Mr. Singer would tell clients to come up with a reason they would be in Houston or Hollywood, such as for a bar mitzvah or a wedding.
Stand-ins were paid to cheat on standardized tests.
Parents paid between $15,000 and $75,000 to Mr. Singer’s company so their children could be helped in one of three ways: Someone else would take the SAT or ACT exams for the student; a person would serve as the proctor and guide the students to the right answers; or someone would review and correct the students’ answers after the tests were taken.
In one case, according to the documents, Felicity Huffman, an actress, told Mr. Singer her daughter’s high school had its own exam proctor in mind.
In many cases, the students were not aware of the cheating.
Elisabeth Kimmel, the owner of a media company, used Mr. Singer’s services twice, first for her daughter in 2012 and then for her son in 2017, according to the documents. Her daughter attended Georgetown as a purported tennis recruit, and her son was accepted to the University of Southern California as a track-and-field pole-vaulter.
But he was caught off guard during orientation.
Handwriting samples were provided.
According to the documents, Jane Buckingham, who owns a boutique marketing firm in Los Angeles, agreed to pay $50,000 to Mr. Singer’s company so that someone other than her son would take the ACT. But the proctor would need to write the essay portion in a handwriting that mimicked her son’s.
University coaches and administrators were paid to secure admission.
According to the charging documents, after the exams were scored high enough so that the students became competitive applicants, the parents paid bribes — structured as donations to the university and funneled through The Key — to university coaches, who would identify their children as athletic recruits.
[Read the full list of who has been charged here.]
Students’ faces were photoshopped onto athletes’ bodies.
A doctored image of the daughter of Agustin Huneeus Jr., the owner of several vineyards in Napa and elsewhere, was edited onto a picture of a water polo player, and described as a varsity athlete who had earned a team M.V.P., according to the charging documents.
Athletic accomplishments were faked
In many cases, bogus achievements were added to college applications. In one case, the documents showed, a teenage girl who did not play soccer was identified as a star player.
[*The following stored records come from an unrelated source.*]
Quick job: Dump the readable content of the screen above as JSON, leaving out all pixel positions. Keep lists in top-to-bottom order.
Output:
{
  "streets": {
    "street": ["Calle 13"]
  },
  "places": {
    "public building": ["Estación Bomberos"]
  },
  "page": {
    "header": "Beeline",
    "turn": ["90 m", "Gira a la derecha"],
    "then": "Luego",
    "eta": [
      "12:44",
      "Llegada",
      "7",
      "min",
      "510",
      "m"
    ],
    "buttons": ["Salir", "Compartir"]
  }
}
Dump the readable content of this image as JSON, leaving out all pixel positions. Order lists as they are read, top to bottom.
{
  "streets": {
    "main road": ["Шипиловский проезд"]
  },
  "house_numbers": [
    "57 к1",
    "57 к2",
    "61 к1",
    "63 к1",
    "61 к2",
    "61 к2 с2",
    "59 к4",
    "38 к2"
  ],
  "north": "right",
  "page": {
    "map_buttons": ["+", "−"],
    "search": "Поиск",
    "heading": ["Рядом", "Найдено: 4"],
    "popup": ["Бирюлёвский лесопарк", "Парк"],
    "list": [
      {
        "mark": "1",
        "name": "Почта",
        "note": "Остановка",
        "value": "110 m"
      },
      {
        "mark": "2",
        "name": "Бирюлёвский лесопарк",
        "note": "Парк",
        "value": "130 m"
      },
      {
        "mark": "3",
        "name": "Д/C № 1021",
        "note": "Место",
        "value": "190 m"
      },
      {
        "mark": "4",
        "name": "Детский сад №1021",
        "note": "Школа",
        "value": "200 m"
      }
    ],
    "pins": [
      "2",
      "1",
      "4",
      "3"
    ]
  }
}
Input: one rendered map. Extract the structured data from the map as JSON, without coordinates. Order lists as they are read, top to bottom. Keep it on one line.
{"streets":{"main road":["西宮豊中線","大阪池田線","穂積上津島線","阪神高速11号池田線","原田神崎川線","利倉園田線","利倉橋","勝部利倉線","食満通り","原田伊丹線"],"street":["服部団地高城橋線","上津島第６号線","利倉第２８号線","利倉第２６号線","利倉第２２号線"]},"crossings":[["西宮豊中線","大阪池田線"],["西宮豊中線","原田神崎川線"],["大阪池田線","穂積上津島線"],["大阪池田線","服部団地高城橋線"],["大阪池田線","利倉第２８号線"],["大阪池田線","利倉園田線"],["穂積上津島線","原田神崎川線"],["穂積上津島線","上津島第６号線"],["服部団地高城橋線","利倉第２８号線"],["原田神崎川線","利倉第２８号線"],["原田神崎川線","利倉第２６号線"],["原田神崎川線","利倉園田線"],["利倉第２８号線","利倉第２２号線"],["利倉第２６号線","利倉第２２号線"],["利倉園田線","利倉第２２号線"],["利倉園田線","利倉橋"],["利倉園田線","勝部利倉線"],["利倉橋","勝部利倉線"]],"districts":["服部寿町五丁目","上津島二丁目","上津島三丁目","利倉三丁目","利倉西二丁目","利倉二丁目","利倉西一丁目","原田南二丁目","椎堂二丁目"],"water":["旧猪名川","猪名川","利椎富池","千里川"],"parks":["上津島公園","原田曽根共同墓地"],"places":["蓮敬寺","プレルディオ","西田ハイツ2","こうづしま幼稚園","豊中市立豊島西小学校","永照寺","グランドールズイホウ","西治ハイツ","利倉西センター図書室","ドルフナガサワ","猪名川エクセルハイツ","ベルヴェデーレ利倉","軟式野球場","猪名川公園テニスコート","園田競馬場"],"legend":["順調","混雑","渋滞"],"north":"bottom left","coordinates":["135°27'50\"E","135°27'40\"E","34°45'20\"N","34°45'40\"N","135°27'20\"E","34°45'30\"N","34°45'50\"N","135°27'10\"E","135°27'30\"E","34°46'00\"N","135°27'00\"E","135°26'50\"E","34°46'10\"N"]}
In her application, she was described as the co-captain of a prominent club soccer team in Southern California and was accepted as a recruit for the women’s soccer team at Yale.
Payments were disguised as charitable donations.
After acceptance into their chosen universities, according to details outlined in the charging documents, the parents would make significant payments to Mr. Singer’s company. The payments — often hundreds of thousands of dollars — were disguised as donations and would be funneled through the organization to the universities, the documents said, allowing the parents to claim tax deductions.